Jobgenerator Fault-tolerant security such as:

This course note comes from:

13th lesson: Spark Streaming Source interpretation of driver fault-tolerant security

Contact Us

The content source of this page is from Internet, which doesn't represent Alibaba Cloud's opinion; products and services mentioned on that page don't have any relationship with Alibaba Cloud. If the content of the page makes you feel confusing, please write us an email, we will handle the problem within 5 days after receiving your email.

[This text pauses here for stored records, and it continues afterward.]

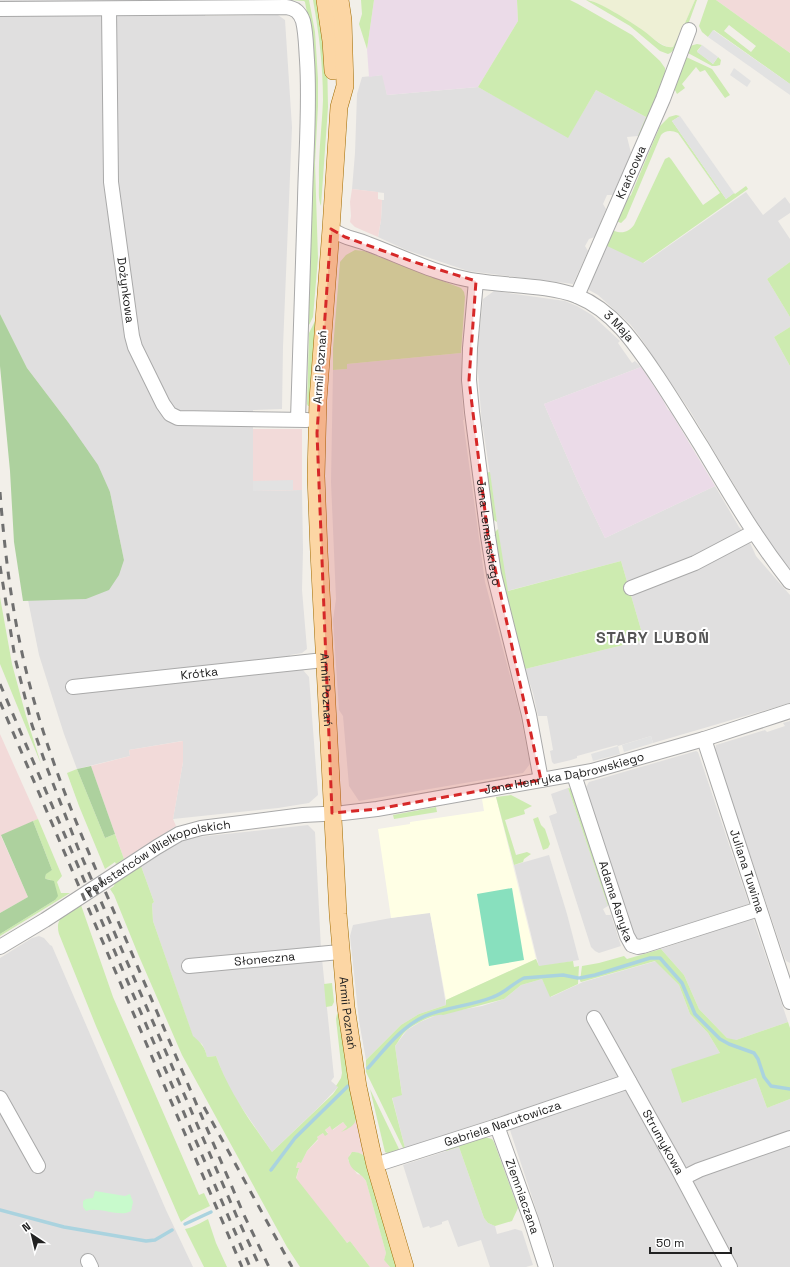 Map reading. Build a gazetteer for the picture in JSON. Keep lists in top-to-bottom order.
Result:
{
  "streets": {
    "main road": ["Armii Poznań"],
    "street": [
      "Krańcowa",
      "Dożynkowa",
      "3 Maja",
      "Jana Lemańskiego",
      "Krótka",
      "Jana Henryka Dąbrowskiego",
      "Powstańców Wielkopolskich",
      "Juliana Tuwima",
      "Adama Asnyka",
      "Słoneczna",
      "Gabriela Narutowicza",
      "Strumykowa",
      "Ziemniaczana"
    ]
  },
  "crossings": [
    ["Krańcowa", "3 Maja"],
    ["Dożynkowa", "Armii Poznań"],
    ["3 Maja", "Armii Poznań"],
    ["3 Maja", "Jana Lemańskiego"],
    ["Armii Poznań", "Krótka"],
    ["Armii Poznań", "Jana Henryka Dąbrowskiego"],
    ["Armii Poznań", "Powstańców Wielkopolskich"],
    ["Armii Poznań", "Słoneczna"],
    ["Armii Poznań", "Gabriela Narutowicza"],
    ["Jana Lemańskiego", "Jana Henryka Dąbrowskiego"],
    ["Jana Henryka Dąbrowskiego", "Powstańców Wielkopolskich"],
    ["Jana Henryka Dąbrowskiego", "Juliana Tuwima"],
    ["Jana Henryka Dąbrowskiego", "Adama Asnyka"],
    ["Juliana Tuwima", "Adama Asnyka"],
    ["Gabriela Narutowicza", "Strumykowa"],
    ["Gabriela Narutowicza", "Ziemniaczana"]
  ],
  "districts": ["STARY LUBOŃ"],
  "scale_bar": "50 m",
  "north": "top left"
}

If you find any instances of plagiarism from the community, please send an email to: info-contact@alibabacloud.com and provide relevant evidence. A staff member will contact you within 5 working days.

A Free Trial That Lets You Build Big!

Start building with 50+ products and up to 12 months usage for Elastic Compute Service

  • Sales Support

    1 on 1 presale consultation

  • After-Sales Support

    24/7 Technical Support 6 Free Tickets per Quarter Faster Response

  • Alibaba Cloud offers highly flexible support services tailored to meet your exact needs.